- Material for this task
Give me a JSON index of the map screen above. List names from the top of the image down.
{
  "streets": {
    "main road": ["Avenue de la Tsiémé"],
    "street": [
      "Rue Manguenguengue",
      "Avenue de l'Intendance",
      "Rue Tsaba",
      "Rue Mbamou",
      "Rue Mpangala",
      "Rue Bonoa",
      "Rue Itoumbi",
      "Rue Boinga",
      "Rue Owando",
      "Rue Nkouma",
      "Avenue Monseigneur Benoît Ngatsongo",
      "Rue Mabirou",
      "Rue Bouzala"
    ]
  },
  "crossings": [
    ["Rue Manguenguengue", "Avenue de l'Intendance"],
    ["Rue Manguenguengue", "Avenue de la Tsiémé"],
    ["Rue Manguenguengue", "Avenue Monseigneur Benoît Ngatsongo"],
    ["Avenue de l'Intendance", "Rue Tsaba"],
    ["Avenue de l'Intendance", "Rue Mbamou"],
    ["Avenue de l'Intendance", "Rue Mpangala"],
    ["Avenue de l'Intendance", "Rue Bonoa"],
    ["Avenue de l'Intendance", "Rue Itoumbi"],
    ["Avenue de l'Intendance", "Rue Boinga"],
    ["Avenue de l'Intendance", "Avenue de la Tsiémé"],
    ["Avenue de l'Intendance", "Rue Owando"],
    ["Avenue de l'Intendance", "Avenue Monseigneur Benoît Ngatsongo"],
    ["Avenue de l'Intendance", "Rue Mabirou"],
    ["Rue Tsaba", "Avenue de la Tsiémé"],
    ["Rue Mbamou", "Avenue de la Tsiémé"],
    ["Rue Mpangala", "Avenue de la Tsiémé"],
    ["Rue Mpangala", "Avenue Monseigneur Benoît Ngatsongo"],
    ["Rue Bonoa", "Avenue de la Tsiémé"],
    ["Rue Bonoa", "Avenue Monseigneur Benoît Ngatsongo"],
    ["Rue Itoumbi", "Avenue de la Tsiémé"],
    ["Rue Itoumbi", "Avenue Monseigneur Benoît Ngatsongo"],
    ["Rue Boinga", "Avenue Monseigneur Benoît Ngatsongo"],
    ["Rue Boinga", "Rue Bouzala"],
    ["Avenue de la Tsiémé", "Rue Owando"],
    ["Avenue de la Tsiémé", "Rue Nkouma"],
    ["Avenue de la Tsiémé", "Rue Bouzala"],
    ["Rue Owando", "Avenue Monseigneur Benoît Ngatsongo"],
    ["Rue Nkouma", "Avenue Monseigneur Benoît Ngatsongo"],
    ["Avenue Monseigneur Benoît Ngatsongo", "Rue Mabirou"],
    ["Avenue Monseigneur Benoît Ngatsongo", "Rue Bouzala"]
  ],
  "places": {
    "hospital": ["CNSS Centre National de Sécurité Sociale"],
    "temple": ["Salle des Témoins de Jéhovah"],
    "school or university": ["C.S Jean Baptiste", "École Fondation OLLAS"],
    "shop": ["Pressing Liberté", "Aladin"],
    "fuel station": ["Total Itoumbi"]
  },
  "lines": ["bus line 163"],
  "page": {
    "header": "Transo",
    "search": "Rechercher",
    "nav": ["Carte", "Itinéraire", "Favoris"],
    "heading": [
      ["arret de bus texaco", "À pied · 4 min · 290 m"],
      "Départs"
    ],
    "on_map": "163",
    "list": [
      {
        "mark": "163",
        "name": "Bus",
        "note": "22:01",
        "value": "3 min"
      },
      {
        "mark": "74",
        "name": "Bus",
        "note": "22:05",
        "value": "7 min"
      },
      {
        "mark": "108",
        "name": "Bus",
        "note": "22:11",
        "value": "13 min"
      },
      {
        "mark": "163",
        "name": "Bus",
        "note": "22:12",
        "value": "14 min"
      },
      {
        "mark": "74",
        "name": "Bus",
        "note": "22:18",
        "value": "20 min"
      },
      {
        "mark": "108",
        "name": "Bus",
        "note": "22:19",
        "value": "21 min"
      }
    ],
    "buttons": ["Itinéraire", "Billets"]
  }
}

- Work required
Could you retype every record above exactly as written?

- Written answer
Give me a JSON index of the map screen above. List names from the top of the image down.
{
  "streets": {
    "main road": ["Avenue de la Tsiémé"],
    "street": [
      "Rue Manguenguengue",
      "Avenue de l'Intendance",
      "Rue Tsaba",
      "Rue Mbamou",
      "Rue Mpangala",
      "Rue Bonoa",
      "Rue Itoumbi",
      "Rue Boinga",
      "Rue Owando",
      "Rue Nkouma",
      "Avenue Monseigneur Benoît Ngatsongo",
      "Rue Mabirou",
      "Rue Bouzala"
    ]
  },
  "crossings": [
    ["Rue Manguenguengue", "Avenue de l'Intendance"],
    ["Rue Manguenguengue", "Avenue de la Tsiémé"],
    ["Rue Manguenguengue", "Avenue Monseigneur Benoît Ngatsongo"],
    ["Avenue de l'Intendance", "Rue Tsaba"],
    ["Avenue de l'Intendance", "Rue Mbamou"],
    ["Avenue de l'Intendance", "Rue Mpangala"],
    ["Avenue de l'Intendance", "Rue Bonoa"],
    ["Avenue de l'Intendance", "Rue Itoumbi"],
    ["Avenue de l'Intendance", "Rue Boinga"],
    ["Avenue de l'Intendance", "Avenue de la Tsiémé"],
    ["Avenue de l'Intendance", "Rue Owando"],
    ["Avenue de l'Intendance", "Avenue Monseigneur Benoît Ngatsongo"],
    ["Avenue de l'Intendance", "Rue Mabirou"],
    ["Rue Tsaba", "Avenue de la Tsiémé"],
    ["Rue Mbamou", "Avenue de la Tsiémé"],
    ["Rue Mpangala", "Avenue de la Tsiémé"],
    ["Rue Mpangala", "Avenue Monseigneur Benoît Ngatsongo"],
    ["Rue Bonoa", "Avenue de la Tsiémé"],
    ["Rue Bonoa", "Avenue Monseigneur Benoît Ngatsongo"],
    ["Rue Itoumbi", "Avenue de la Tsiémé"],
    ["Rue Itoumbi", "Avenue Monseigneur Benoît Ngatsongo"],
    ["Rue Boinga", "Avenue Monseigneur Benoît Ngatsongo"],
    ["Rue Boinga", "Rue Bouzala"],
    ["Avenue de la Tsiémé", "Rue Owando"],
    ["Avenue de la Tsiémé", "Rue Nkouma"],
    ["Avenue de la Tsiémé", "Rue Bouzala"],
    ["Rue Owando", "Avenue Monseigneur Benoît Ngatsongo"],
    ["Rue Nkouma", "Avenue Monseigneur Benoît Ngatsongo"],
    ["Avenue Monseigneur Benoît Ngatsongo", "Rue Mabirou"],
    ["Avenue Monseigneur Benoît Ngatsongo", "Rue Bouzala"]
  ],
  "places": {
    "hospital": ["CNSS Centre National de Sécurité Sociale"],
    "temple": ["Salle des Témoins de Jéhovah"],
    "school or university": ["C.S Jean Baptiste", "École Fondation OLLAS"],
    "shop": ["Pressing Liberté", "Aladin"],
    "fuel station": ["Total Itoumbi"]
  },
  "lines": ["bus line 163"],
  "page": {
    "header": "Transo",
    "search": "Rechercher",
    "nav": ["Carte", "Itinéraire", "Favoris"],
    "heading": [
      ["arret de bus texaco", "À pied · 4 min · 290 m"],
      "Départs"
    ],
    "on_map": "163",
    "list": [
      {
        "mark": "163",
        "name": "Bus",
        "note": "22:01",
        "value": "3 min"
      },
      {
        "mark": "74",
        "name": "Bus",
        "note": "22:05",
        "value": "7 min"
      },
      {
        "mark": "108",
        "name": "Bus",
        "note": "22:11",
        "value": "13 min"
      },
      {
        "mark": "163",
        "name": "Bus",
        "note": "22:12",
        "value": "14 min"
      },
      {
        "mark": "74",
        "name": "Bus",
        "note": "22:18",
        "value": "20 min"
      },
      {
        "mark": "108",
        "name": "Bus",
        "note": "22:19",
        "value": "21 min"
      }
    ],
    "buttons": ["Itinéraire", "Billets"]
  }
}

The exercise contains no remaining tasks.